*** Begin section ***
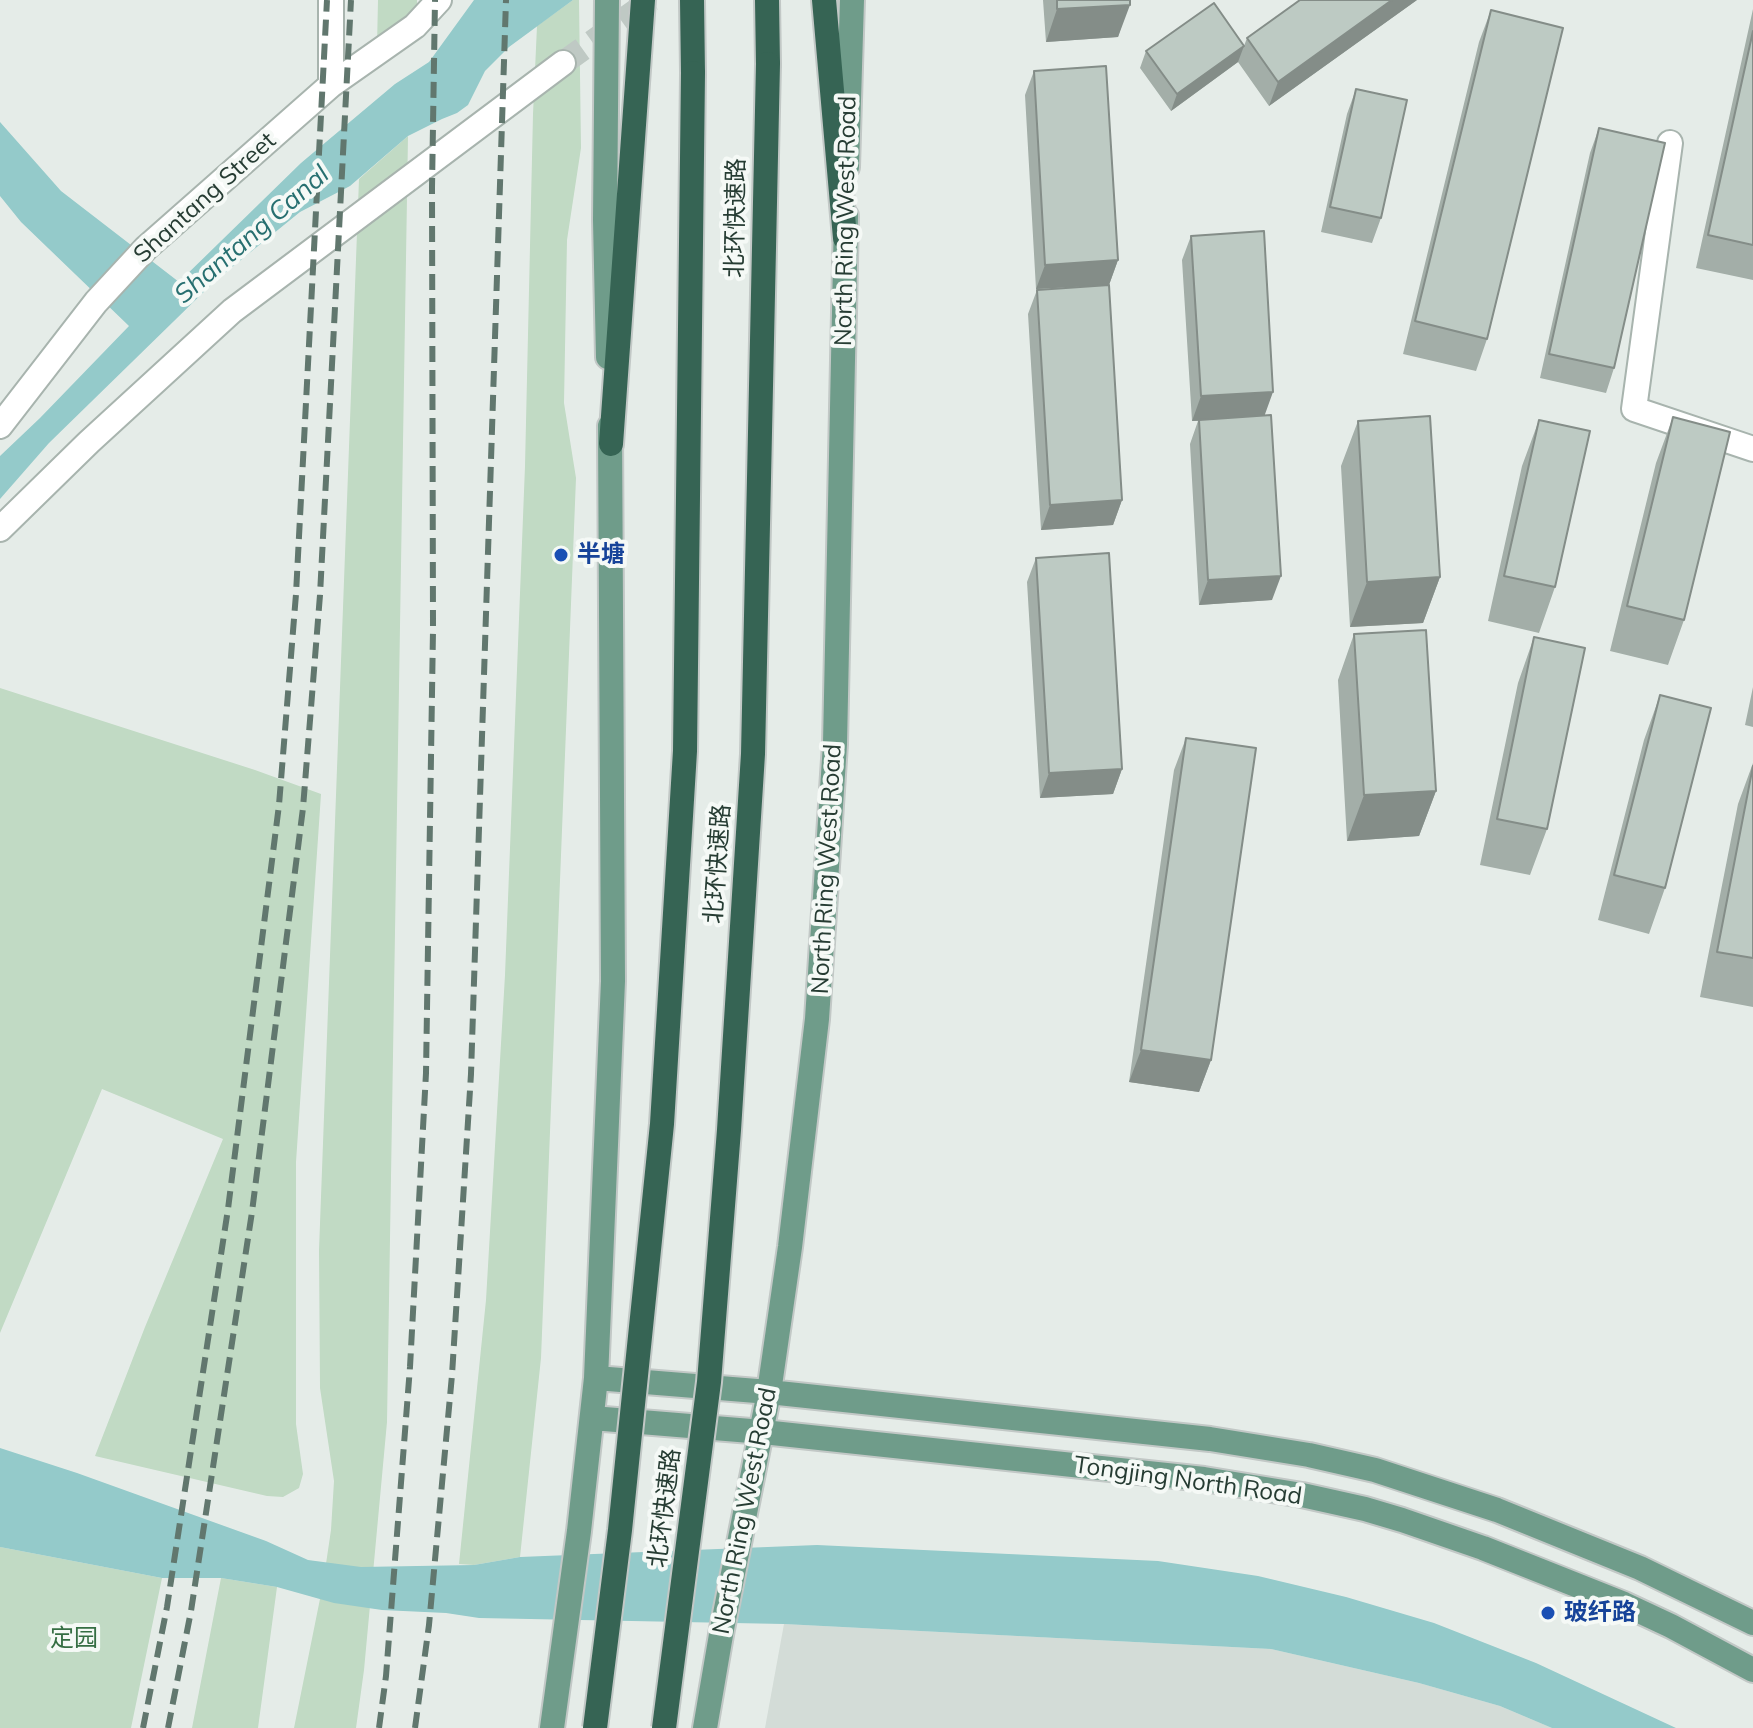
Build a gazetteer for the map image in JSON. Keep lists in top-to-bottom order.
{
  "streets": {
    "highway": ["北环快速路"],
    "main road": ["North Ring West Road", "Tongjing North Road"],
    "street": ["Shantang Street"]
  },
  "crossings": [
    ["North Ring West Road", "Tongjing North Road"]
  ],
  "water": ["Shantang Canal"],
  "parks": ["定园"],
  "places": ["半塘", "玻纤路"]
}
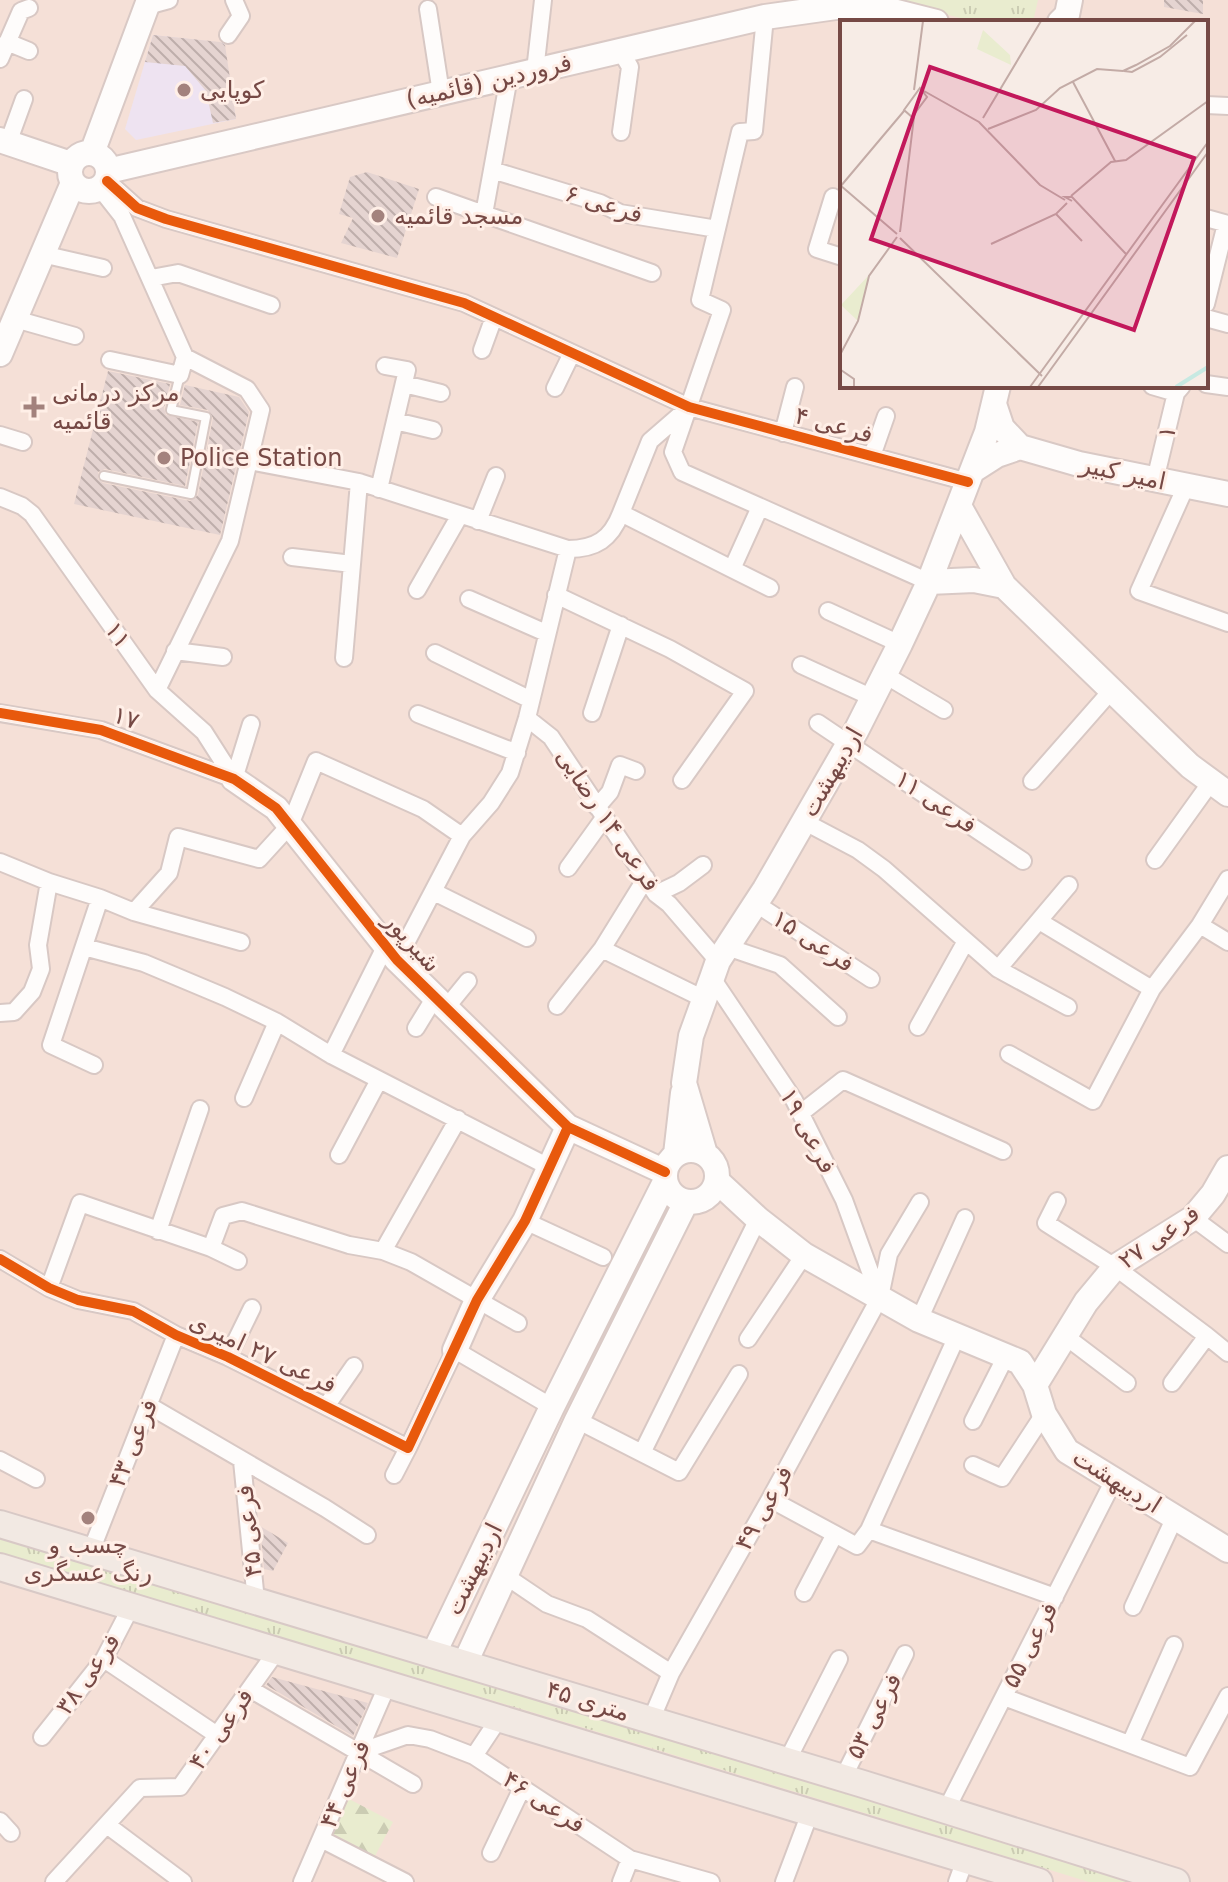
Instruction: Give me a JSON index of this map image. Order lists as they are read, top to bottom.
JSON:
{
  "streets": {
    "main road": [
      "فروردین (قائمیه)",
      "امیر کبیر",
      "اردیبهشت",
      "شیرپور",
      "فرعی ۲۷",
      "۴۵ متری"
    ],
    "street": [
      "فرعی ۶",
      "فرعی ۴",
      "۱",
      "۱۱",
      "۱۷",
      "فرعی ۱۱",
      "فرعی ۱۴ رضایی",
      "فرعی ۱۵",
      "فرعی ۱۹",
      "فرعی ۲۷ امیری",
      "فرعی ۴۳",
      "فرعی ۴۹",
      "فرعی ۴۵",
      "فرعی ۵۵",
      "فرعی ۳۸",
      "فرعی ۵۳",
      "فرعی ۴۰",
      "فرعی ۴۴",
      "فرعی ۴۶"
    ]
  },
  "crossings": [
    ["فروردین (قائمیه)", "فرعی ۴"],
    ["فرعی ۴", "اردیبهشت"],
    ["۱", "امیر کبیر"],
    ["۱۱", "۱۷"],
    ["۱۱", "شیرپور"],
    ["۱۷", "شیرپور"],
    ["اردیبهشت", "فرعی ۱۱"],
    ["اردیبهشت", "فرعی ۱۴ رضایی"],
    ["اردیبهشت", "فرعی ۱۵"],
    ["اردیبهشت", "شیرپور"],
    ["اردیبهشت", "فرعی ۱۹"],
    ["اردیبهشت", "فرعی ۲۷"],
    ["اردیبهشت", "فرعی ۴۹"],
    ["اردیبهشت", "فرعی ۵۵"],
    ["اردیبهشت", "۴۵ متری"],
    ["فرعی ۱۴ رضایی", "فرعی ۱۹"],
    ["فرعی ۱۹", "فرعی ۴۹"],
    ["فرعی ۲۷ امیری", "فرعی ۴۳"],
    ["فرعی ۴۳", "۴۵ متری"],
    ["فرعی ۴۹", "۴۵ متری"],
    ["فرعی ۴۵", "۴۵ متری"],
    ["فرعی ۵۵", "۴۵ متری"],
    ["فرعی ۳۸", "۴۵ متری"],
    ["۴۵ متری", "فرعی ۵۳"],
    ["۴۵ متری", "فرعی ۴۰"],
    ["۴۵ متری", "فرعی ۴۴"],
    ["فرعی ۴۴", "فرعی ۴۶"]
  ],
  "places": {
    "other": [
      "کوپایی",
      "مسجد قائمیه",
      "Police Station",
      "چسب و رنگ عسگری"
    ],
    "health": ["مرکز درمانی قائمیه"]
  }
}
*** End section ***
- [WHAT THIS TASK INVOLVES] Return all the records above exactly, pictures omitted.

- [TASK SOLUTION]
Build a gazetteer for the map image in JSON. Keep lists in top-to-bottom order.
{
  "streets": {
    "highway": ["北环快速路"],
    "main road": ["North Ring West Road", "Tongjing North Road"],
    "street": ["Shantang Street"]
  },
  "crossings": [
    ["North Ring West Road", "Tongjing North Road"]
  ],
  "water": ["Shantang Canal"],
  "parks": ["定园"],
  "places": ["半塘", "玻纤路"]
}
Instruction: Give me a JSON index of this map image. Order lists as they are read, top to bottom.
JSON:
{
  "streets": {
    "main road": [
      "فروردین (قائمیه)",
      "امیر کبیر",
      "اردیبهشت",
      "شیرپور",
      "فرعی ۲۷",
      "۴۵ متری"
    ],
    "street": [
      "فرعی ۶",
      "فرعی ۴",
      "۱",
      "۱۱",
      "۱۷",
      "فرعی ۱۱",
      "فرعی ۱۴ رضایی",
      "فرعی ۱۵",
      "فرعی ۱۹",
      "فرعی ۲۷ امیری",
      "فرعی ۴۳",
      "فرعی ۴۹",
      "فرعی ۴۵",
      "فرعی ۵۵",
      "فرعی ۳۸",
      "فرعی ۵۳",
      "فرعی ۴۰",
      "فرعی ۴۴",
      "فرعی ۴۶"
    ]
  },
  "crossings": [
    ["فروردین (قائمیه)", "فرعی ۴"],
    ["فرعی ۴", "اردیبهشت"],
    ["۱", "امیر کبیر"],
    ["۱۱", "۱۷"],
    ["۱۱", "شیرپور"],
    ["۱۷", "شیرپور"],
    ["اردیبهشت", "فرعی ۱۱"],
    ["اردیبهشت", "فرعی ۱۴ رضایی"],
    ["اردیبهشت", "فرعی ۱۵"],
    ["اردیبهشت", "شیرپور"],
    ["اردیبهشت", "فرعی ۱۹"],
    ["اردیبهشت", "فرعی ۲۷"],
    ["اردیبهشت", "فرعی ۴۹"],
    ["اردیبهشت", "فرعی ۵۵"],
    ["اردیبهشت", "۴۵ متری"],
    ["فرعی ۱۴ رضایی", "فرعی ۱۹"],
    ["فرعی ۱۹", "فرعی ۴۹"],
    ["فرعی ۲۷ امیری", "فرعی ۴۳"],
    ["فرعی ۴۳", "۴۵ متری"],
    ["فرعی ۴۹", "۴۵ متری"],
    ["فرعی ۴۵", "۴۵ متری"],
    ["فرعی ۵۵", "۴۵ متری"],
    ["فرعی ۳۸", "۴۵ متری"],
    ["۴۵ متری", "فرعی ۵۳"],
    ["۴۵ متری", "فرعی ۴۰"],
    ["۴۵ متری", "فرعی ۴۴"],
    ["فرعی ۴۴", "فرعی ۴۶"]
  ],
  "places": {
    "other": [
      "کوپایی",
      "مسجد قائمیه",
      "Police Station",
      "چسب و رنگ عسگری"
    ],
    "health": ["مرکز درمانی قائمیه"]
  }
}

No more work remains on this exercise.